Project

General

Profile

Actions

Bug #62072

closed

cephfs-mirror: do not run concurrent C_RestartMirroring context

Added by Dhairya Parmar 10 months ago. Updated 6 months ago.

Status:
Resolved
Priority:
Normal
Assignee:
Category:
Correctness/Safety
Target version:
-
% Done:

100%

Source:
Development
Tags:
backport_processed
Backport:
reef,quincy,pacific
Regression:
No
Severity:
2 - major
Reviewed:
Affected Versions:
ceph-qa-suite:
Component(FS):
cephfs-mirror
Labels (FS):
crash
Pull request ID:
Crash signature (v1):
Crash signature (v2):

Description

If cephfs-mirror daemon faces any issues connecting to the cluster or error accessing local pool or mounting fs then it means there should not be any mirroring action in progress.
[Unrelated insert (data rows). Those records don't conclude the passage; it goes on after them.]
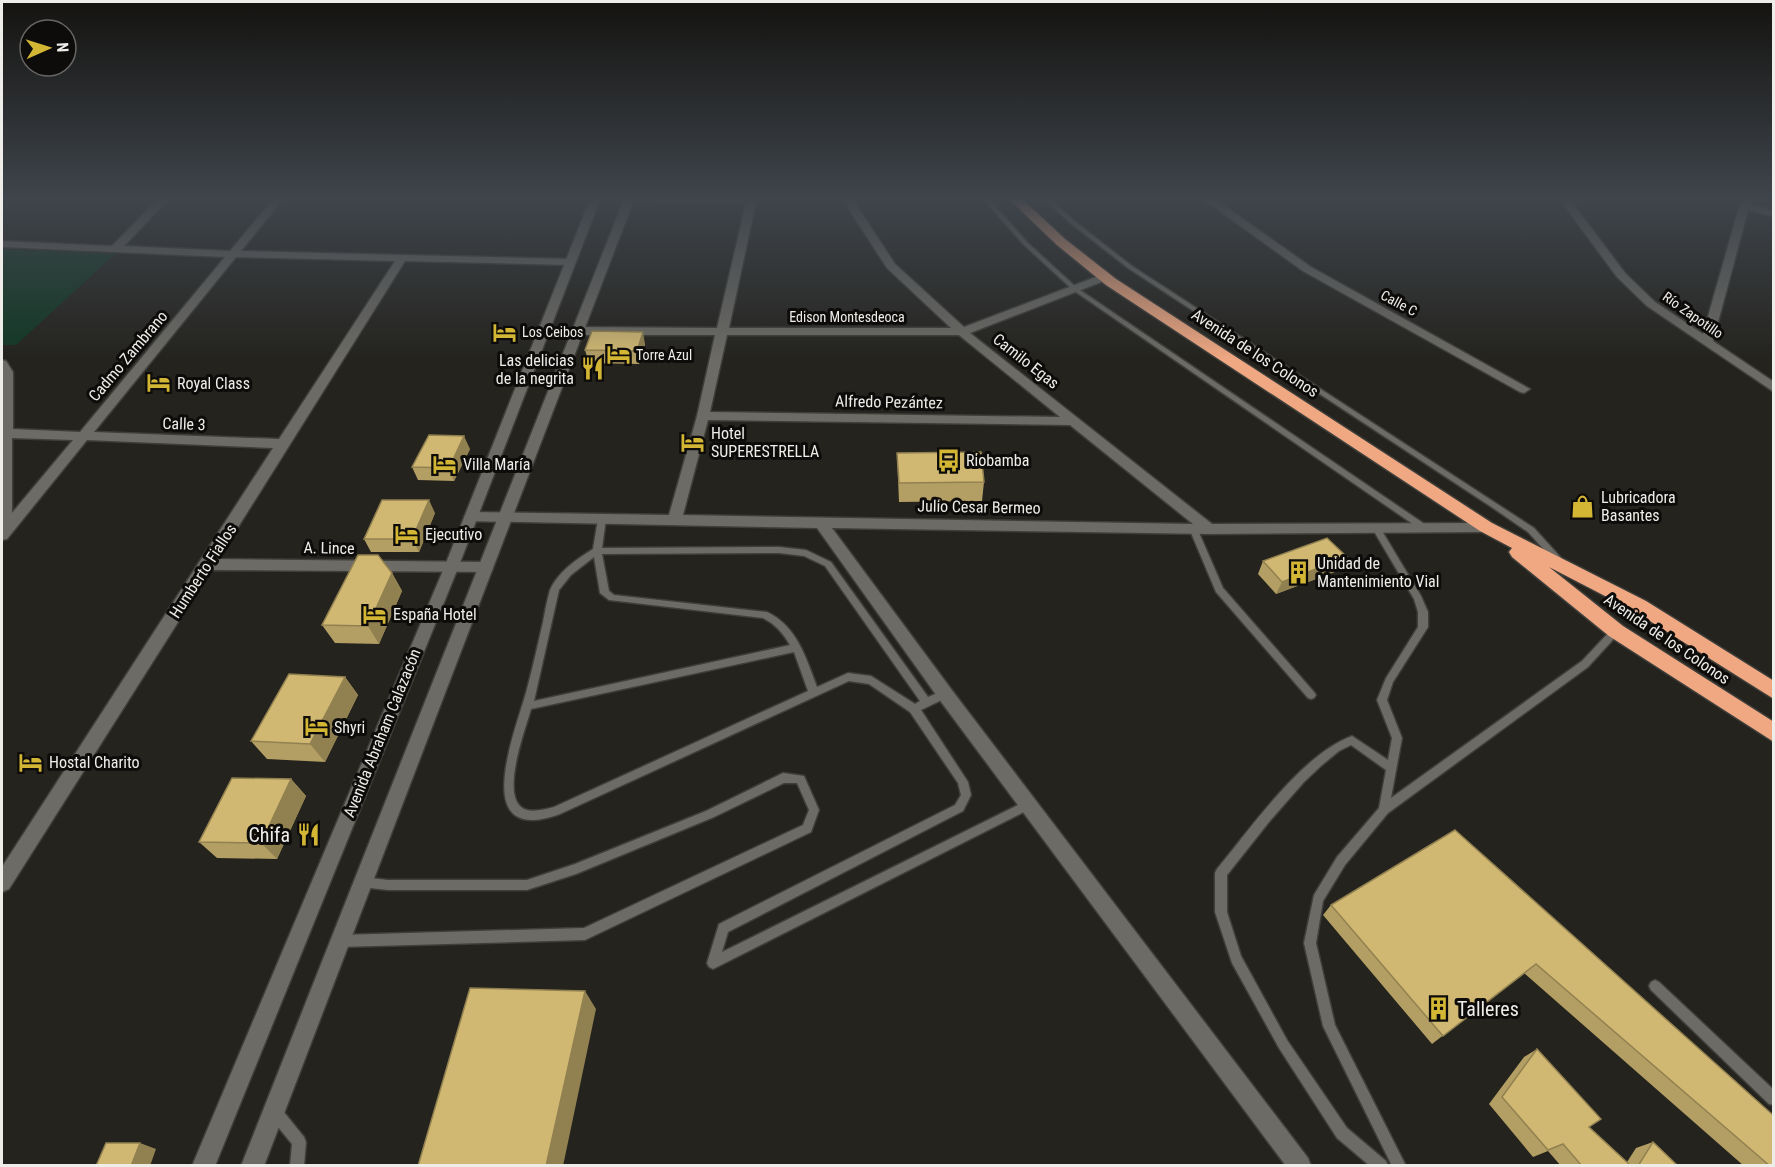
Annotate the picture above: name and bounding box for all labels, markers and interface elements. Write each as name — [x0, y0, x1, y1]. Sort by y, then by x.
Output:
north arrow — [18, 18, 78, 78]
text: N — [53, 42, 72, 53]
street label: Calle C — [1378, 287, 1420, 319]
street label: Río Zapotillo — [1660, 288, 1726, 342]
street label: Avenida de los Colonos — [1188, 305, 1322, 401]
street label: Cadmo Zambrano — [85, 307, 171, 405]
street label: Edison Montesdeoca — [789, 309, 905, 325]
hotel icon: Los Ceibos — [491, 319, 517, 345]
place label: Los Ceibos — [522, 324, 583, 340]
street label: Camilo Egas — [989, 329, 1063, 393]
hotel icon: Torre Azul — [605, 342, 631, 368]
place label: Torre Azul — [636, 347, 692, 363]
place label: Las delicias de la negrita — [496, 351, 574, 388]
restaurant icon: Las delicias de la negrita — [579, 356, 605, 382]
hotel icon: Royal Class — [146, 370, 172, 396]
place label: Royal Class — [177, 374, 250, 393]
street label: Alfredo Pezántez — [835, 392, 943, 412]
street label: Calle 3 — [162, 414, 206, 434]
place label: Hotel SUPERESTRELLA — [711, 424, 819, 461]
hotel icon: Hotel SUPERESTRELLA — [680, 429, 706, 455]
bus stop icon: Riobamba — [935, 447, 961, 473]
hotel icon: Villa María — [432, 451, 458, 477]
place label: Riobamba — [966, 451, 1029, 470]
place label: Villa María — [463, 455, 530, 474]
place label: Lubricadora Basantes — [1601, 488, 1676, 525]
shop icon: Lubricadora Basantes — [1570, 493, 1596, 519]
street label: Julio Cesar Bermeo — [917, 496, 1041, 518]
street label: Humberto Fiallos — [166, 520, 240, 622]
hotel icon: Ejecutivo — [394, 521, 420, 547]
place label: Ejecutivo — [425, 525, 482, 544]
street label: A. Lince — [303, 538, 355, 558]
place label: Unidad de Mantenimiento Vial — [1317, 554, 1439, 591]
building icon: Unidad de Mantenimiento Vial — [1286, 559, 1312, 585]
street label: Avenida de los Colonos — [1601, 590, 1733, 688]
hotel icon: España Hotel — [362, 601, 388, 627]
place label: España Hotel — [393, 605, 477, 624]
street label: Avenida Abraham Calazacón — [339, 646, 425, 820]
hotel icon: Shyri — [303, 714, 329, 740]
place label: Shyri — [334, 718, 365, 737]
hotel icon: Hostal Charito — [18, 749, 44, 775]
place label: Hostal Charito — [49, 753, 140, 772]
restaurant icon: Chifa — [295, 822, 321, 848]
place label: Chifa — [249, 823, 290, 847]
building icon: Talleres — [1426, 996, 1452, 1022]
place label: Talleres — [1457, 997, 1519, 1021]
Asserting below code directly in Mirror::handle_enable_mirroring() would fail in such scenarios

ceph_assert(mirror_action.action_in_progress);

A good explanation by venky is that when file system is removed and the mirror daemon is still active on it, the watcher object gets deleted and at times, the mirror daemon would be blocked on a libcephfs call. Thus leading to issues

and would lead to backtraces like this:

In function 'void cephfs::mirror::Mirror::handle_enable_mirroring(const cephfs::mirror::Filesystem&, const Peers&, int)' thread 7f48d02e86c0 time 2023-07-18T16:01:47.895508+0530
/home/dparmar/CephRepo0/ceph/src/tools/cephfs_mirror/Mirror.cc: 322: FAILED ceph_assert(mirror_action.action_in_progress)
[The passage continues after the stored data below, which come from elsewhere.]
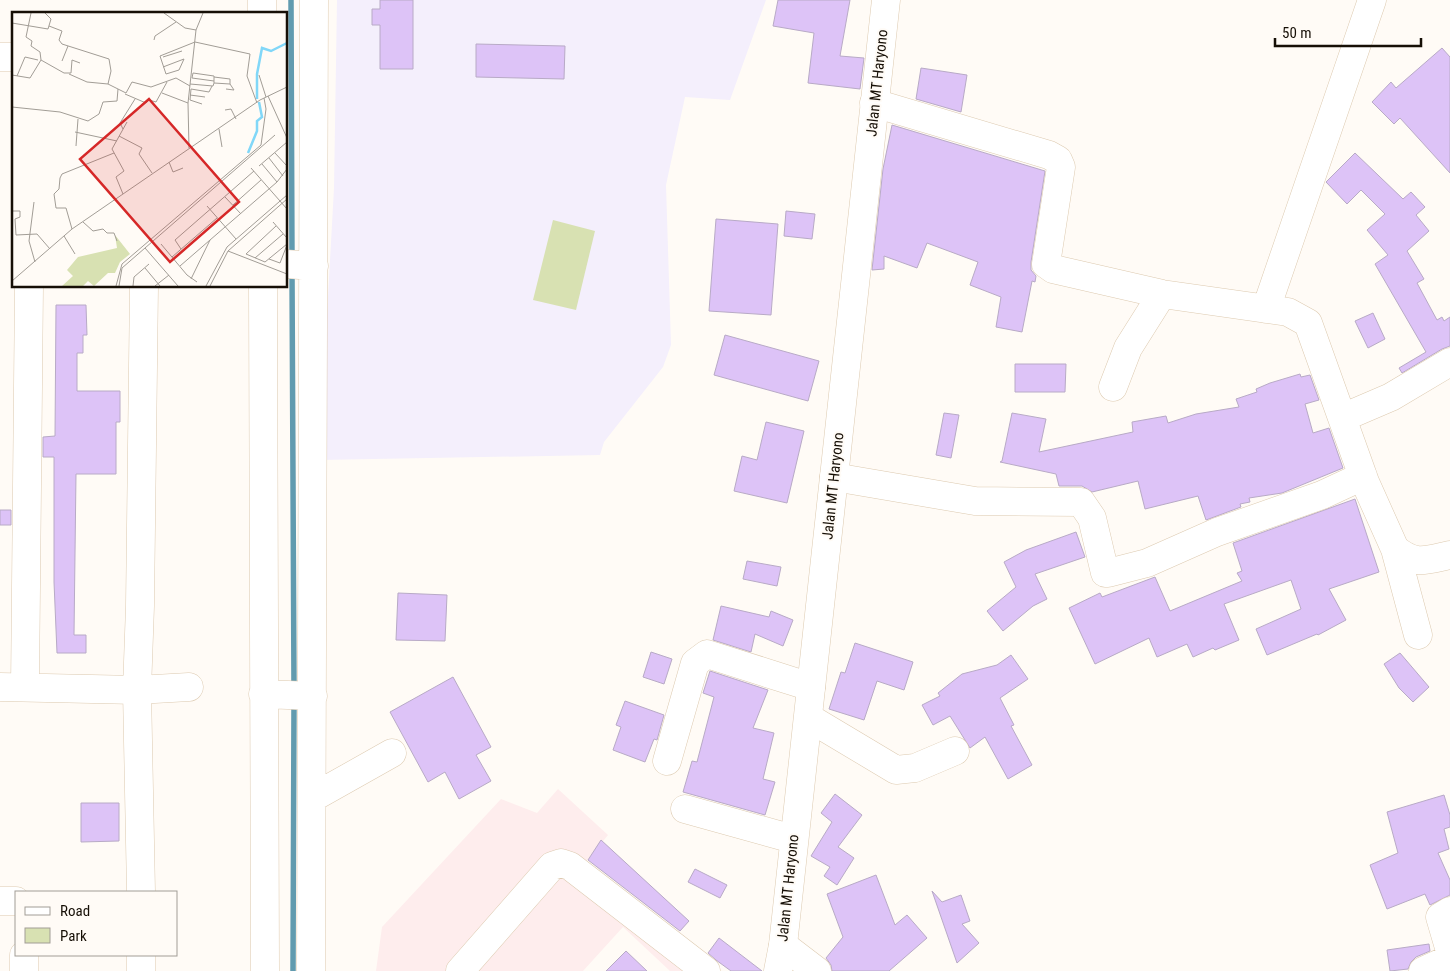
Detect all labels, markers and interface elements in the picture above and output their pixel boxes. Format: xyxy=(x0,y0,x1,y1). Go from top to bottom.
inset map xyxy=(12,12,288,288)
scale bar xyxy=(1275,15,1421,47)
text: 50 m xyxy=(1282,24,1312,42)
street label: Jalan MT Haryono xyxy=(862,29,892,137)
street label: Jalan MT Haryono xyxy=(818,432,848,540)
street label: Jalan MT Haryono xyxy=(773,834,803,942)
legend xyxy=(15,891,178,956)
text: Road xyxy=(60,902,90,920)
text: Park xyxy=(60,927,87,945)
 ceph version 18.0.0-4983-gfb339521a7f (fb339521a7f6895ed891b5b56de641e8085e0cab) reef (dev)
 1: (ceph::__ceph_assert_fail(char const*, char const*, int, char const*)+0x125) [0x7f48d59acb0f]
 2: (ceph::register_assert_context(ceph::common::CephContext*)+0) [0x7f48d59acd16]
 3: (cephfs::mirror::Mirror::handle_enable_mirroring(cephfs::mirror::Filesystem const&, std::set<Peer, std::less<Peer>, std::allocator<Peer> > const&, int)+0x168) [0x55a621b6e6fa]
 4: (cephfs::mirror::Mirror::C_RestartMirroring::handle_enable_mirroring(int)+0x17) [0x55a621b770bd]
 5: (cephfs::mirror::C_CallbackAdapter<cephfs::mirror::Mirror::C_RestartMirroring, &cephfs::mirror::Mirror::C_RestartMirroring::handle_enable_mirroring>::finish(int)+0xd) [0x55a621b770d5]
 6: (Context::complete(int)+0x9) [0x55a621b71317]
 7: (ContextWQ::process(Context*)+0x69) [0x55a621b7550f]
 8: (ThreadPool::PointerWQ<Context>::_void_process(void*, ThreadPool::TPHandle&)+0xa) [0x55a621b71496]
 9: (ThreadPool::worker(ThreadPool::WorkThread*)+0x5a3) [0x7f48d59a0379]
 10: (ThreadPool::WorkThread::entry()+0x11) [0x7f48d59a2af3]
 11: (Thread::entry_wrapper()+0x3f) [0x7f48d5990229]
 12: (Thread::_entry_func(void*)+0x9) [0x7f48d5990241]
 13: /lib64/libc.so.6(+0x8b12d) [0x7f48d46ae12d]
 14: /lib64/libc.so.6(+0x10cbc0) [0x7f48d472fbc0]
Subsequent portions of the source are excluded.